# Activity
Find the word "button" in the listing, and copy out each line where it turns up.

• • •

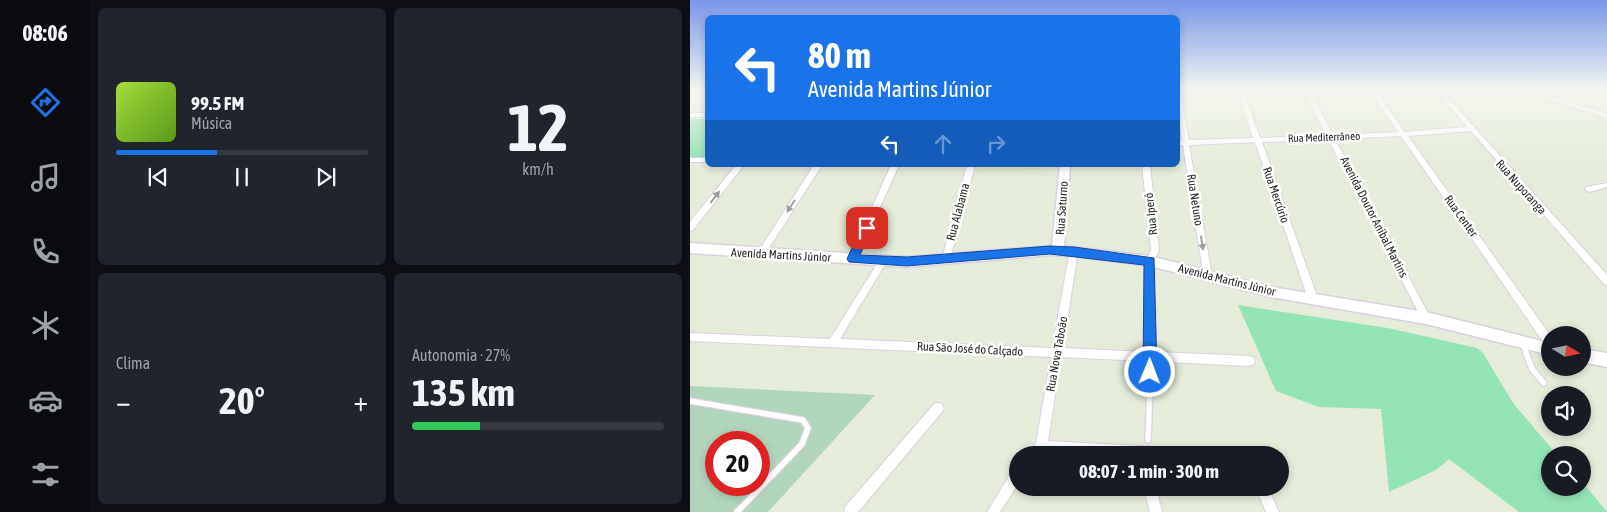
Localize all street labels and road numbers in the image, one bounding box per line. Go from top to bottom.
street label: Rua Mediterrâneo [1288,130,1360,144]
street label: Avenida Doutor Aníbal Martins [1337,154,1411,280]
street label: Rua Nuporanga [1493,157,1549,217]
street label: Rua Mercúrio [1260,165,1292,225]
street label: Rua Netuno [1184,173,1206,227]
street label: Rua Saturno [1053,180,1071,235]
street label: Rua Alabama [944,182,972,242]
street label: Rua Iperó [1142,192,1160,236]
street label: Rua Center [1441,192,1481,240]
street label: Avenida Martins Júnior [731,245,832,265]
street label: Avenida Martins Júnior [1177,261,1278,299]
street label: Rua Nova Taboão [1043,315,1071,393]
street label: Rua São José do Calçado [917,339,1024,359]

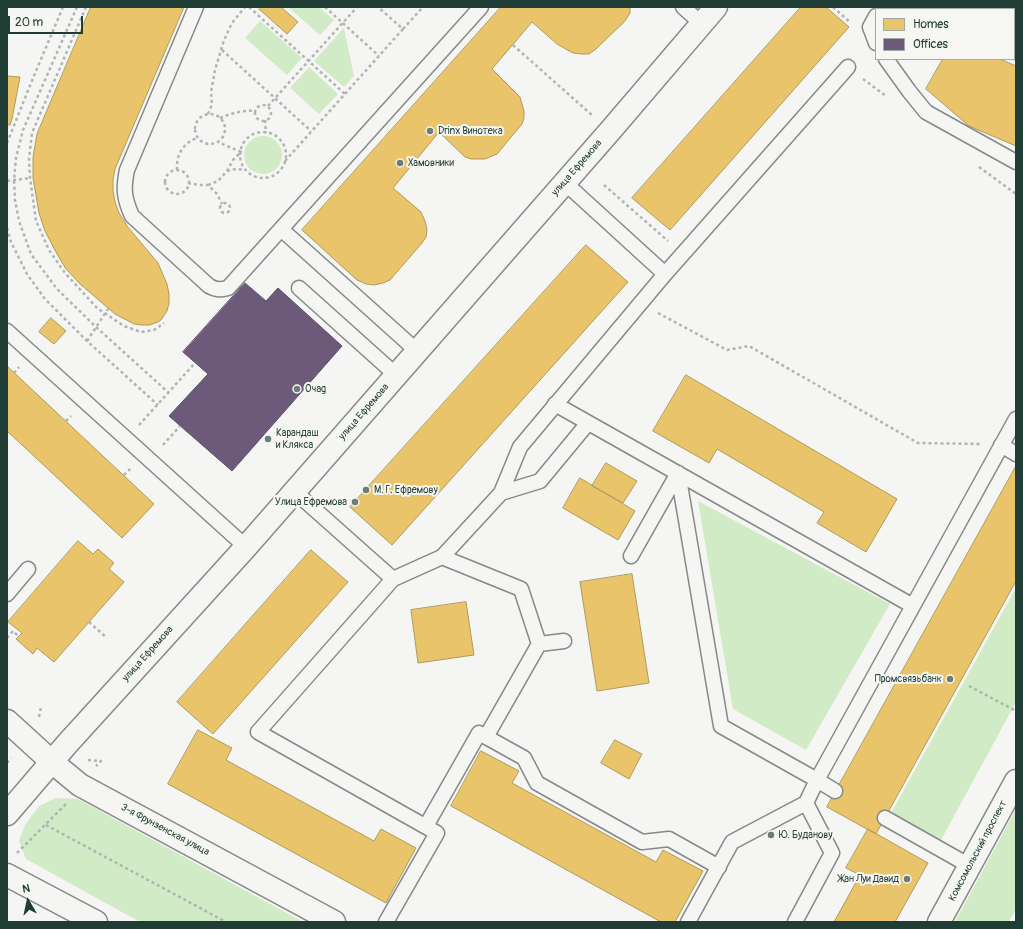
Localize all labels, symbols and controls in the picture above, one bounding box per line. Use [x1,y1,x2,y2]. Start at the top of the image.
scale bar [10,8,85,34]
legend [875,8,1015,60]
text: 20 m [15,15,43,30]
text: Homes [913,17,949,32]
text: Offices [913,37,948,52]
place label: Drinx Винотека [438,125,503,137]
marker: Drinx Винотека [425,126,435,136]
street label: улица Ефремова [549,137,605,199]
place label: Хамовники [408,157,454,169]
marker: Хамовники [395,158,405,168]
street label: улица Ефремова [336,381,392,443]
place label: Очаg [305,383,326,395]
marker: Очаg [292,384,302,394]
place label: Карандаш и Клякса [276,427,318,450]
marker: Карандаш и Клякса [263,434,273,444]
place label: М. Г. Ефремову [374,484,438,496]
marker: М. Г. Ефремову [361,485,371,495]
place label: Улица Ефремова [275,496,347,508]
marker: Улица Ефремова [350,497,360,507]
street label: улица Ефремова [120,624,176,684]
place label: Промсвязьбанк [875,673,942,685]
marker: Промсвязьбанк [945,674,955,684]
street label: Комсомольский проспект [946,799,1010,903]
street label: 3-я Фрунзенская улица [119,802,211,858]
place label: Ю. Буданову [779,829,832,841]
marker: Ю. Буданову [766,830,776,840]
place label: Жан Луи Давид [838,873,899,885]
marker: Жан Луи Давид [902,874,912,884]
north arrow [8,881,48,921]
text: N [21,882,31,896]

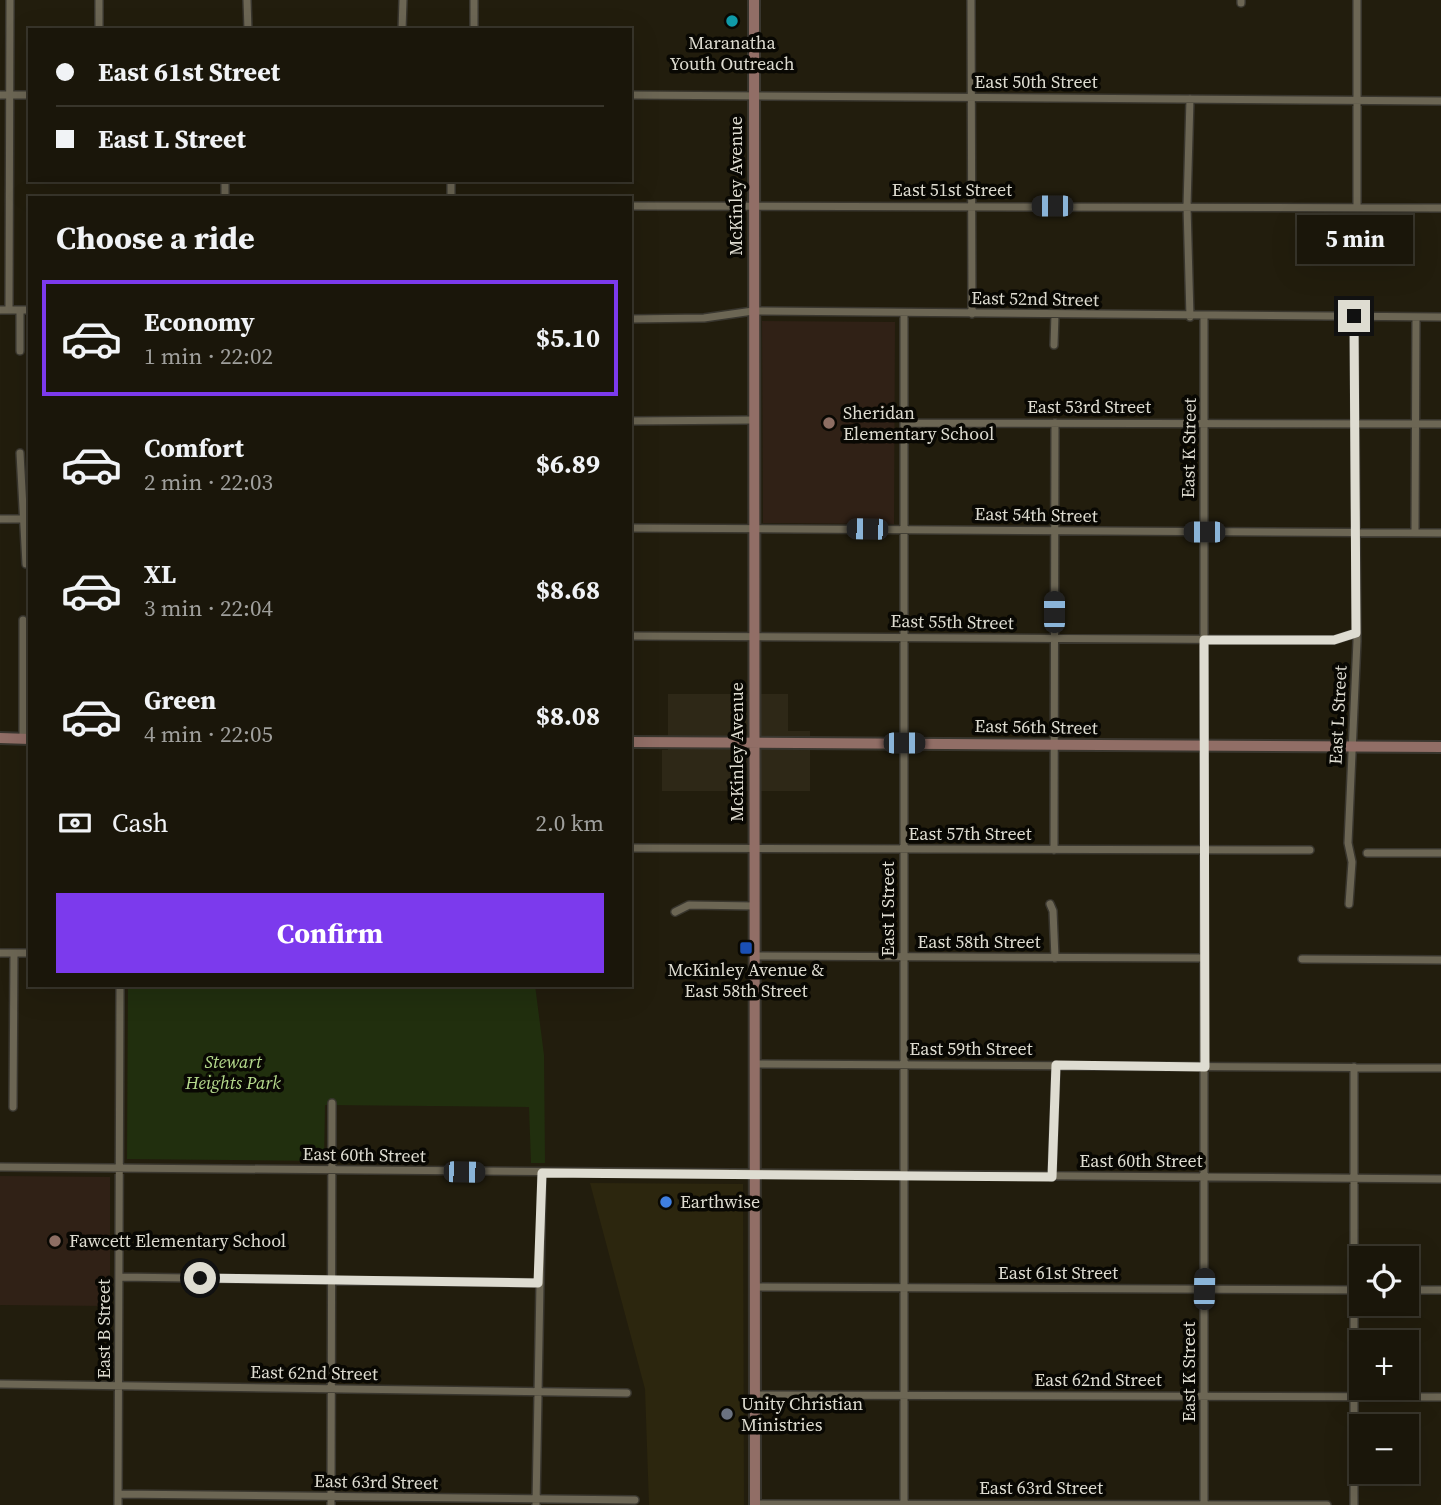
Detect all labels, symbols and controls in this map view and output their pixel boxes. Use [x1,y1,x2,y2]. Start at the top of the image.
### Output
marker: Maranatha Youth Outreach [724,13,740,29]
place label: Maranatha Youth Outreach [670,30,795,76]
text: East 61st Street [98,54,280,90]
street label: East 50th Street [974,69,1098,94]
street label: McKinley Avenue [723,116,748,256]
text: East L Street [98,121,246,157]
street label: East 51st Street [892,177,1012,202]
car [1032,196,1074,217]
callout: 5 min [1296,215,1412,264]
text: Choose a ride [56,216,255,260]
text: 5 min [1325,223,1385,255]
street label: East 52nd Street [971,285,1099,312]
route end [1338,300,1370,332]
text: Economy [144,304,255,340]
icon: car [60,307,123,370]
text: $5.10 [536,320,600,356]
text: 1 min · 22:02 [144,340,273,372]
street label: East 53rd Street [1027,394,1151,419]
street label: East K Street [1175,397,1202,499]
place label: Sheridan Elementary School [843,400,994,446]
marker: Sheridan Elementary School [821,415,837,431]
text: Comfort [144,430,244,466]
icon: car [60,433,123,496]
text: $6.89 [536,446,600,482]
text: 2 min · 22:03 [144,466,273,498]
street label: East 54th Street [974,501,1098,528]
car [846,518,889,540]
car [1184,522,1226,543]
text: XL [144,556,176,592]
icon: car [60,559,123,622]
text: $8.68 [536,572,600,608]
car [1044,591,1065,633]
text: 3 min · 22:04 [144,592,273,624]
street label: East 55th Street [890,608,1014,635]
street label: East L Street [1322,665,1353,765]
text: Green [144,682,216,718]
street label: McKinley Avenue [724,682,749,822]
icon: car [60,685,123,748]
text: $8.08 [536,698,600,734]
street label: East 56th Street [974,713,1098,740]
text: 4 min · 22:05 [144,718,273,750]
car [884,733,926,754]
icon: cash [56,804,94,842]
text: Cash [112,805,168,841]
text: 2.0 km [535,807,604,839]
street label: East 57th Street [908,821,1032,846]
street label: East I Street [875,861,900,957]
button: Confirm [56,893,604,973]
street label: East 58th Street [917,929,1041,954]
marker: McKinley Avenue & East 58th Street [738,940,754,956]
place label: McKinley Avenue & East 58th Street [668,957,824,1003]
street label: East 59th Street [909,1036,1033,1061]
park label: Stewart Heights Park [184,1049,281,1095]
street label: East 60th Street [302,1141,426,1168]
street label: East 60th Street [1079,1148,1203,1173]
car [443,1161,486,1183]
place label: Earthwise [680,1189,760,1214]
marker: Earthwise [658,1194,674,1210]
place label: Fawcett Elementary School [69,1228,286,1253]
marker: Fawcett Elementary School [47,1233,63,1249]
map controls [1349,1246,1419,1484]
button: locate [1349,1246,1419,1316]
street label: East 61st Street [998,1260,1118,1285]
route start [184,1262,216,1294]
car [1194,1268,1215,1310]
street label: East B Street [91,1279,116,1379]
street label: East K Street [1176,1322,1201,1422]
button: + [1349,1330,1419,1400]
street label: East 62nd Street [250,1359,378,1386]
street label: East 62nd Street [1034,1367,1162,1392]
place label: Unity Christian Ministries [741,1391,863,1437]
marker: Unity Christian Ministries [719,1406,735,1422]
button: − [1349,1414,1419,1484]
street label: East 63rd Street [314,1468,438,1495]
street label: East 63rd Street [979,1475,1103,1500]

• • •

# Task solution
button: Confirm [56,893,604,973]
button: locate [1349,1246,1419,1316]
button: + [1349,1330,1419,1400]
button: − [1349,1414,1419,1484]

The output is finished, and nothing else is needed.